BACKGROUND


“An international movement for developing human rights culture around the world through academic excellence, technology and artificial intelligence.”

In 2010, the 1st International Conference on Human Rights Education (ICHRE) was held in Western Sydney University, Australia. The conference examined the contribution of human rights education (HRE) to furthering democracy, the rule of law, justice, and intercultural dialogue and social harmony. This initiative has since evolved into a global grassroots movement with annual international HRE conferences held in South Africa, Poland, Taiwan, USA, the Netherlands, Chile, Canada and Australia.

At the concluding session of the 9th ICHRE in Sydney it was unanimously agreed that the venue for the next ICHRE should be Nepal. This was endorsed by the Sydney Declaration adopted at the end of the event by all participants. The delegates from Nepal participating at the WSU conference hall welcomed the idea and announced, in the midst of the applauding crowd of nearly 350 participants from over 50 countries, that Nepal would be looking forward to welcoming all in Kathmandu at the 10th ICHRE.

Following a few rounds of high level meetings at Kathmandu University in Nepal and with the visiting delegates from Western Sydney University led by Pro-Vice Chancellor Linda Taylor, it was agreed that the 10th ICHRE be organized by KU in collaborative partnership with WSU in cooperation with the Government of Nepal and other national and international partners including civil society groups and academic institutions. Kathmandu University in joint collaboration with Western Sydney University and with support of Australian Council for Human Rights Education is taking this opportunity to offer 10th ICHRE as an appropriate forum to enhance human rights culture through academic excellence and solidarity. Added to it would be an ideal blend of technology, artificial intelligence and rights in academic and humanitarian dialogues and deliberations.


AIM


The 10th International Conference on Human Rights Education coincides on the eve of Human Rights Day and also Visit Nepal Year 2020.
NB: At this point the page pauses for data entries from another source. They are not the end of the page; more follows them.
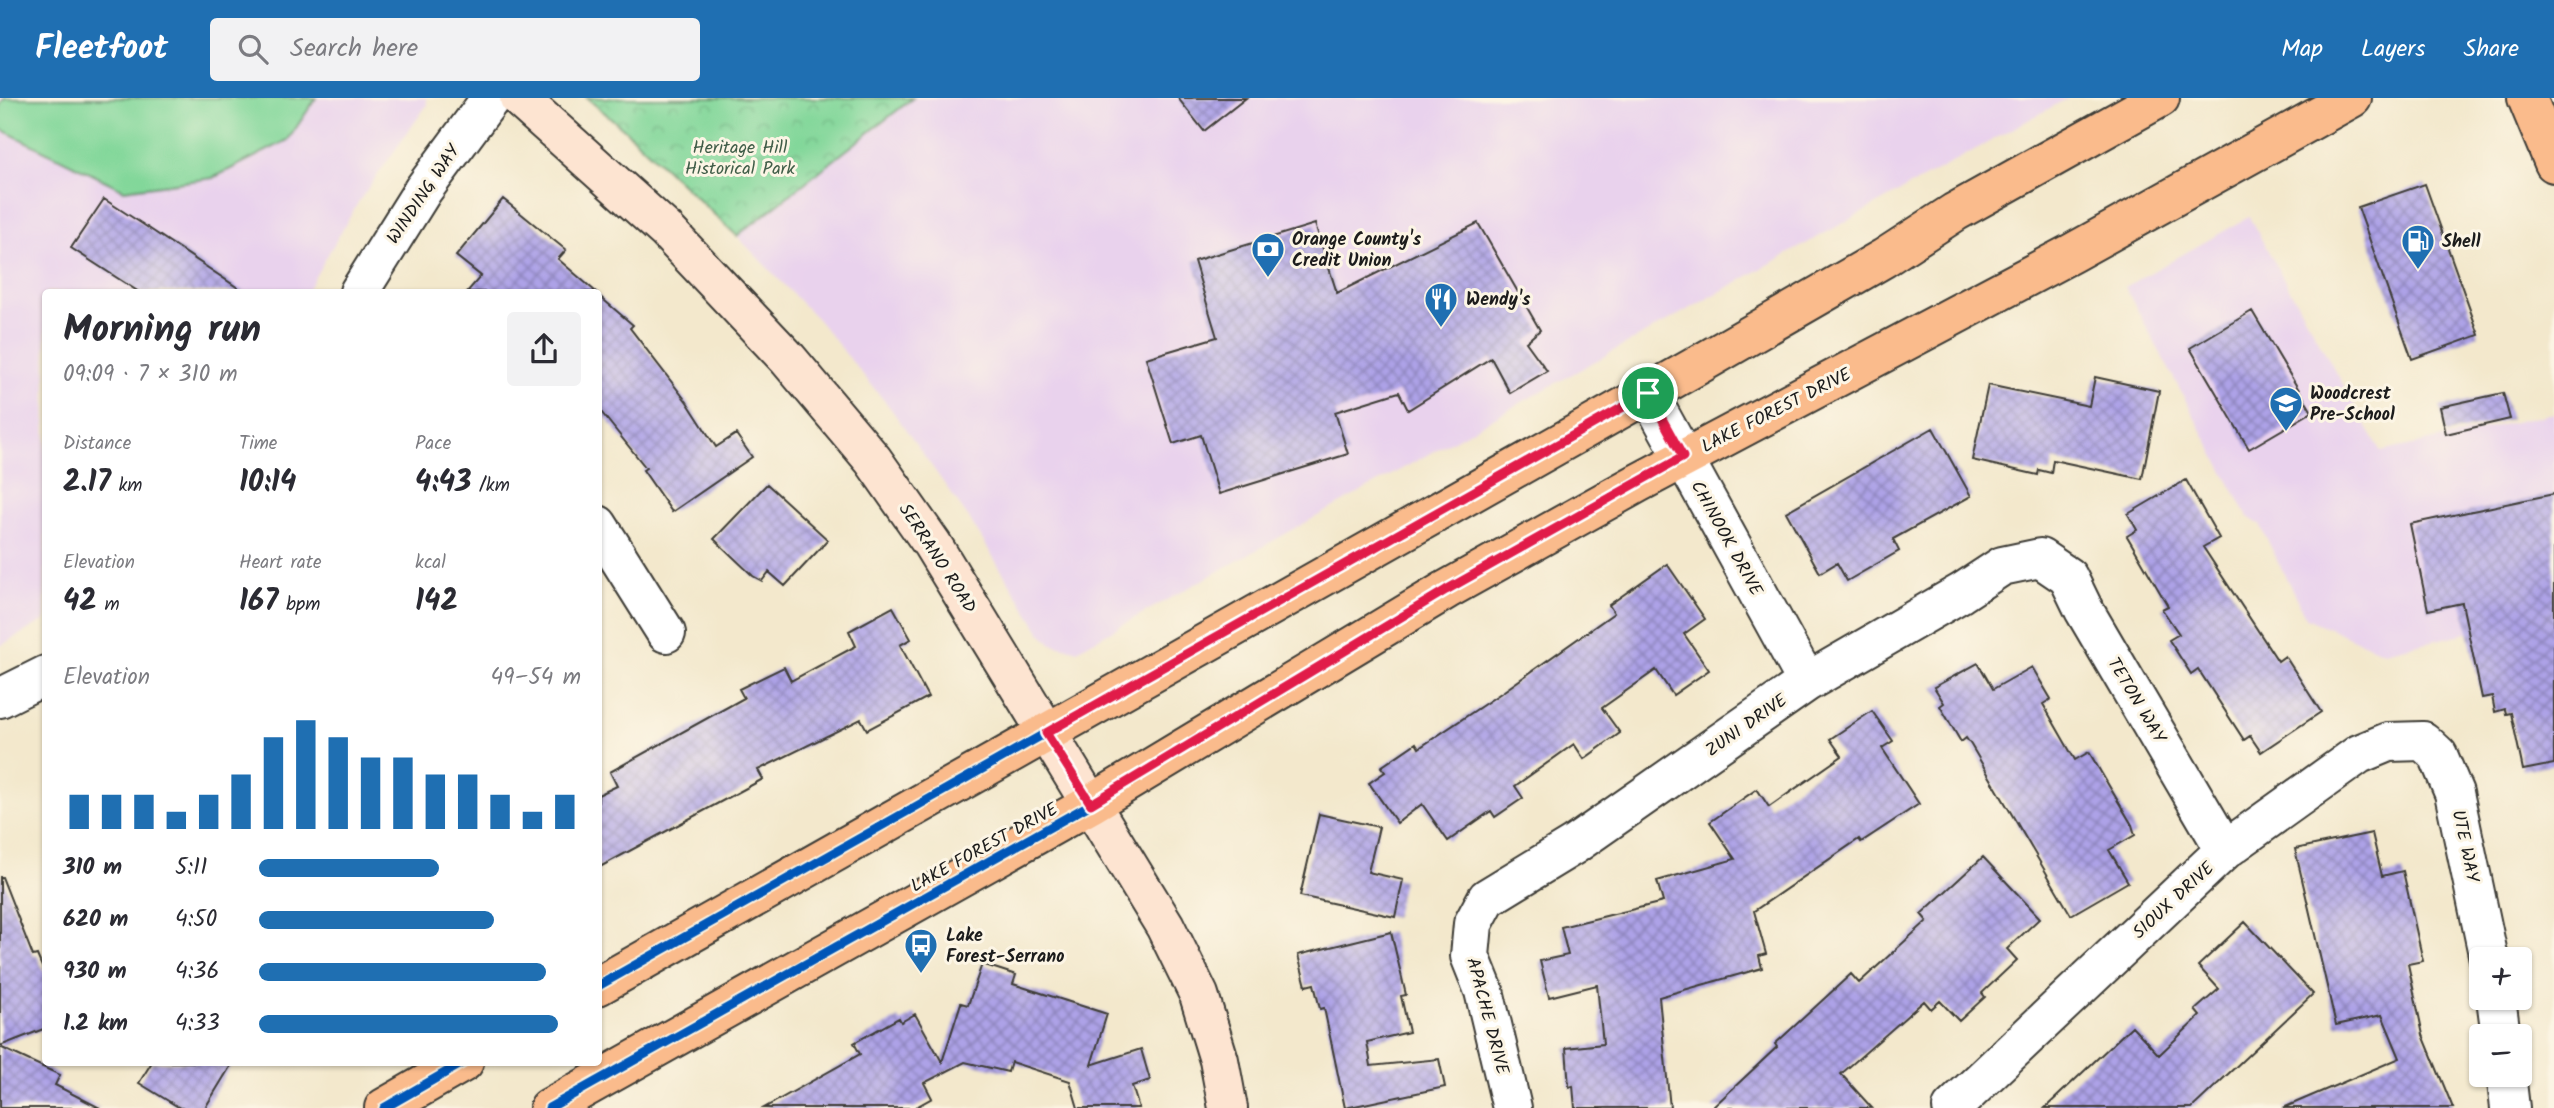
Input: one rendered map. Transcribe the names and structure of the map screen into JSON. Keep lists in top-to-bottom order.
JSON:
{
  "streets": {
    "main road": ["LAKE FOREST DRIVE"],
    "street": [
      "WINDING WAY",
      "CHINOOK DRIVE",
      "SERRANO ROAD",
      "TETON WAY",
      "ZUNI DRIVE",
      "UTE WAY",
      "SIOUX DRIVE",
      "APACHE DRIVE"
    ]
  },
  "crossings": [
    ["LAKE FOREST DRIVE", "CHINOOK DRIVE"],
    ["LAKE FOREST DRIVE", "SERRANO ROAD"],
    ["CHINOOK DRIVE", "ZUNI DRIVE"],
    ["TETON WAY", "ZUNI DRIVE"],
    ["TETON WAY", "SIOUX DRIVE"],
    ["ZUNI DRIVE", "APACHE DRIVE"],
    ["UTE WAY", "SIOUX DRIVE"]
  ],
  "parks": ["Heritage Hill Historical Park"],
  "places": {
    "fuel station": ["Shell"],
    "bank": ["Orange County's Credit Union"],
    "restaurant": ["Wendy's"],
    "school or university": ["Woodcrest Pre-School"],
    "bus stop": ["Lake Forest-Serrano"]
  },
  "page": {
    "header": "Fleetfoot",
    "search": "Search here",
    "nav": ["Map", "Layers", "Share"],
    "heading": ["Morning run", "09:09 · 7 × 310 m"],
    "stats": [
      ["Distance", "2.17 km"],
      ["Time", "10:14"],
      ["Pace", "4:43 /km"],
      ["Elevation", "42 m"],
      ["Heart rate", "167 bpm"],
      ["kcal", "142"]
    ],
    "chart": ["Elevation", "49–54 m"],
    "list": [
      {
        "name": "310 m",
        "note": "5:11"
      },
      {
        "name": "620 m",
        "note": "4:50"
      },
      {
        "name": "930 m",
        "note": "4:36"
      },
      {
        "name": "1.2 km",
        "note": "4:33"
      }
    ],
    "map_buttons": ["+", "−"]
  }
}
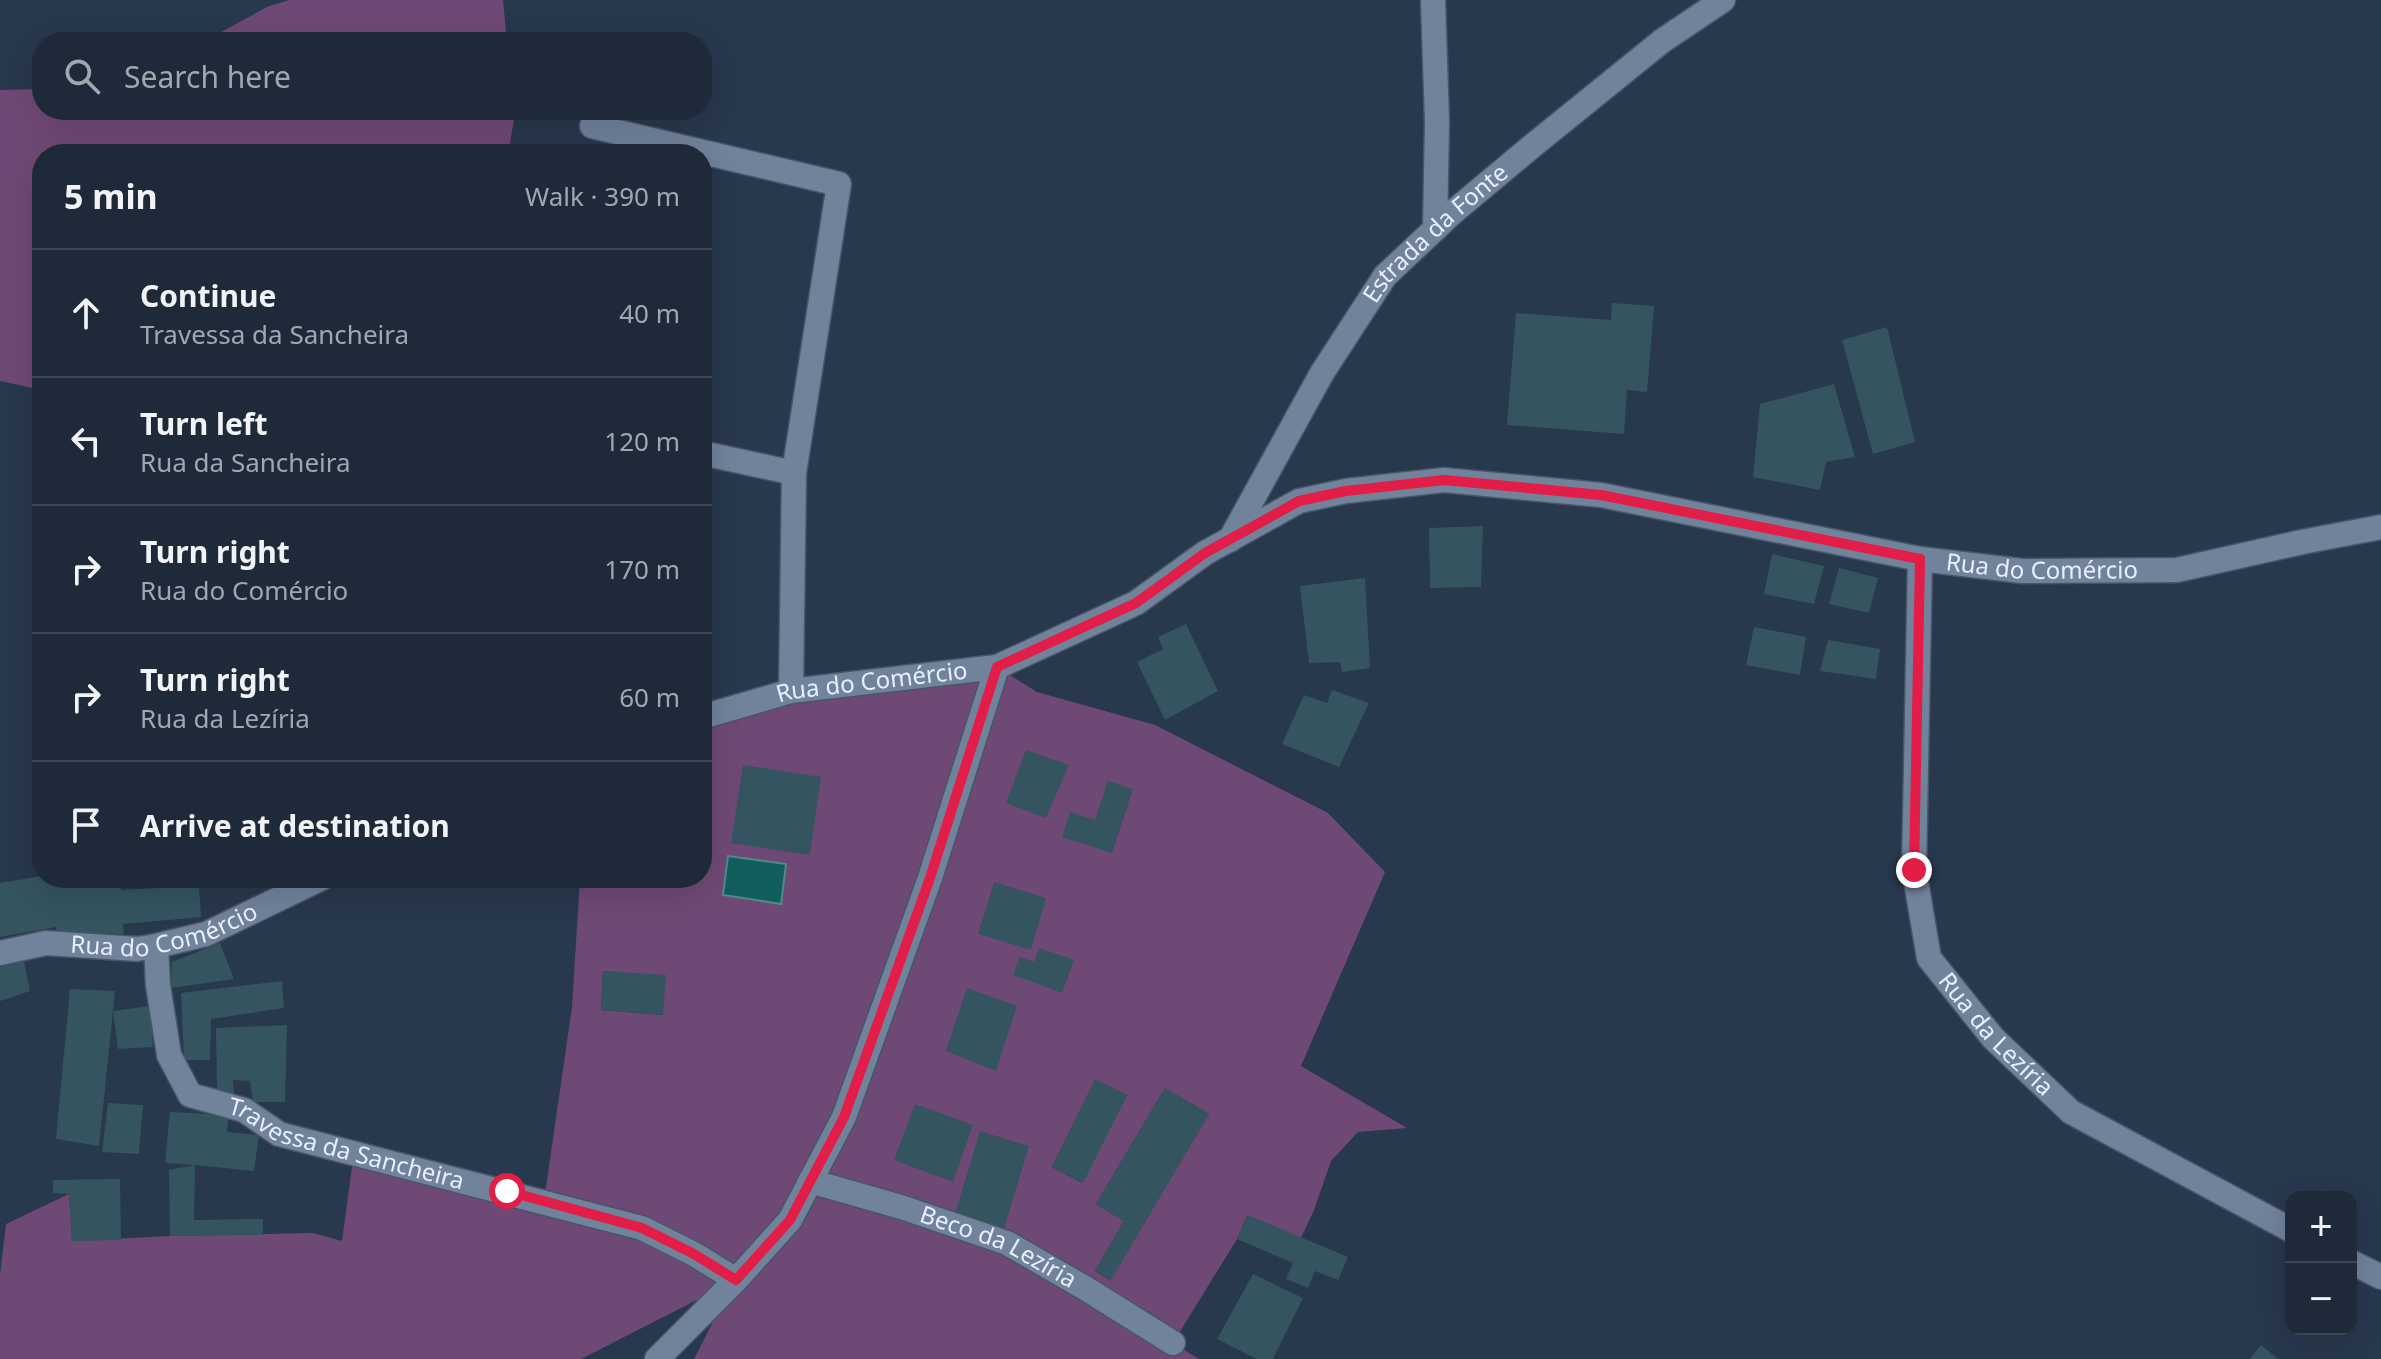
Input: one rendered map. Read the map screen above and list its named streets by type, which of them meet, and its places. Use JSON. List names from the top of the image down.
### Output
{
  "streets": {
    "street": [
      "Estrada da Fonte",
      "Rua do Comércio",
      "Rua da Lezíria",
      "Travessa da Sancheira",
      "Beco da Lezíria"
    ]
  },
  "crossings": [
    ["Estrada da Fonte", "Rua do Comércio"],
    ["Rua do Comércio", "Rua da Lezíria"],
    ["Rua do Comércio", "Travessa da Sancheira"]
  ],
  "page": {
    "search": "Search here",
    "heading": ["5 min", "Walk · 390 m"],
    "list": [
      ["Continue", "Travessa da Sancheira", "40 m"],
      ["Turn left", "Rua da Sancheira", "120 m"],
      ["Turn right", "Rua do Comércio", "170 m"],
      ["Turn right", "Rua da Lezíria", "60 m"],
      "Arrive at destination"
    ],
    "map_buttons": ["+", "−"]
  }
}
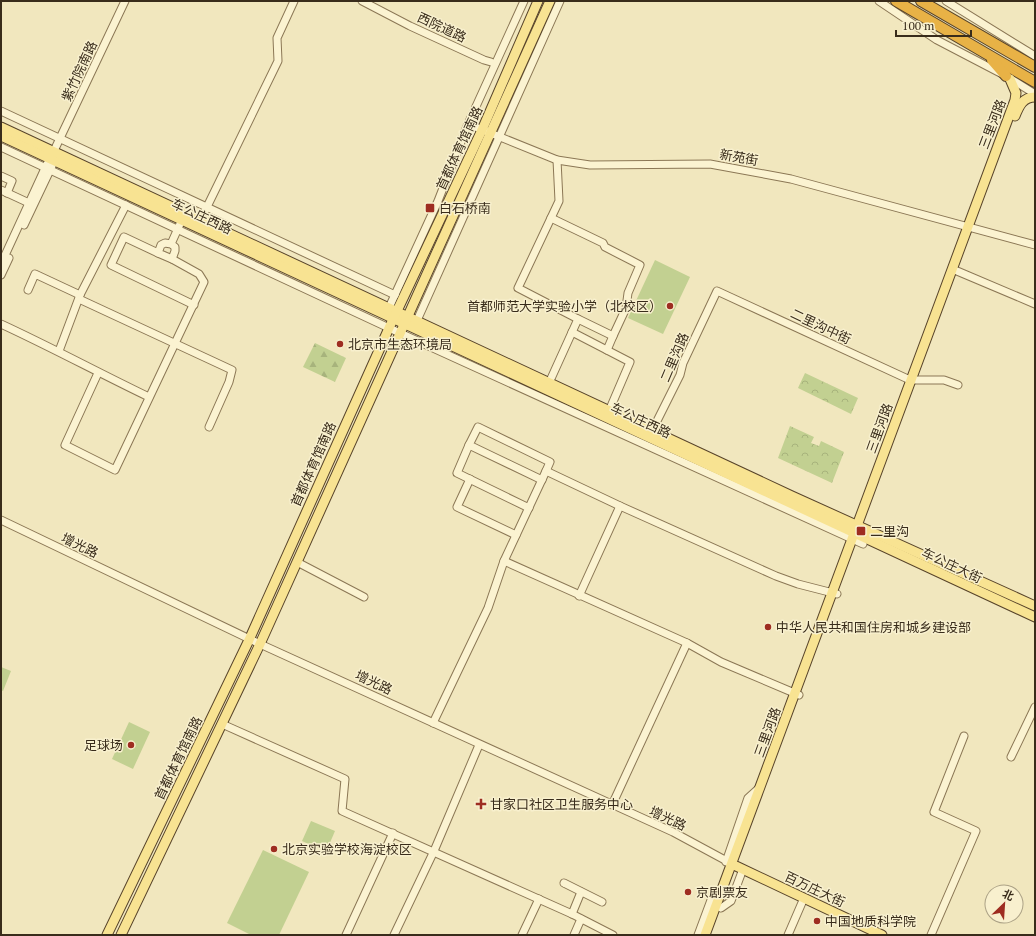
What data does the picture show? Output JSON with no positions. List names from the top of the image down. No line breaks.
{"streets":{"main road":["三里河路","首都体育馆南路","车公庄西路","车公庄大街","百万庄大街"],"street":["西院道路","紫竹院南路","新苑街","二里沟中街","二里沟路","增光路"]},"crossings":[["紫竹院南路","车公庄西路"],["三里河路","新苑街"],["三里河路","车公庄西路"],["三里河路","二里沟中街"],["三里河路","增光路"],["三里河路","车公庄大街"],["三里河路","百万庄大街"],["首都体育馆南路","新苑街"],["首都体育馆南路","车公庄西路"],["首都体育馆南路","增光路"],["车公庄西路","二里沟路"],["车公庄西路","车公庄大街"],["二里沟中街","二里沟路"],["增光路","百万庄大街"]],"places":{"transit":["白石桥南","二里沟"],"other":["首都师范大学实验小学（北校区）","北京市生态环境局","中华人民共和国住房和城乡建设部","足球场","北京实验学校海淀校区","京剧票友","中国地质科学院"],"health":["甘家口社区卫生服务中心"]},"scale_bar":"100 m","north":"top right"}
Much work has already been done to expand, diversify and improve knowledge and education about these principles and practices of human rights globally in the larger interest of humanity through ‘rule of law’ and ‘larger freedom from fear, want and security’. But there is still much work to be done and embed these principles into everyday thinking where they can underpin civil society and the underprivileged community. Academia is hitherto ignored and underused.

Hence, in this conference, along with other important issues we look forward to explore the potential of: Human Rights in Academic Excellence, Technology and Artificial Intelligence.


GOAL


As a whole, the Conference will help the Nepali society, and other participating countries and institutions, to internalise the values of human rights in fast growing technology and environmental challenges, while providing the international community a better understanding of global efforts and commitments towards protection and promotion of human rights, and work together to counter the new challenges through promotion of human rights education. The expectation is that the Conference will play its part not only in helping Nepal to set an example to evolve a human rights friendly stable democracy under the rule of law and due process, which will in turn help other participating scholars share their experiences in promoting human rights, economic growth and social justice in other developing societies. It is in fact a partnership building exercise through human rights education.


OBJECTIVES


The Constitution of Nepal promulgated in 2015 expresses commitments to all major international human rights treaties and gives high importance to the protection and promotion of human rights in the new federal system and democratic environment. This conference with diverse national and international participation has been planned for two-day long humanitarian exercise on 11- 12 December 2019, which will (a) take up the flavour of global solidarity in fostering a new human rights culture, (b) be an assembly of human rights friendly people of different nationalities coming from different social and cultural backgrounds, and (c) be a conclave for working together and creating networks for a common humanitarian cause.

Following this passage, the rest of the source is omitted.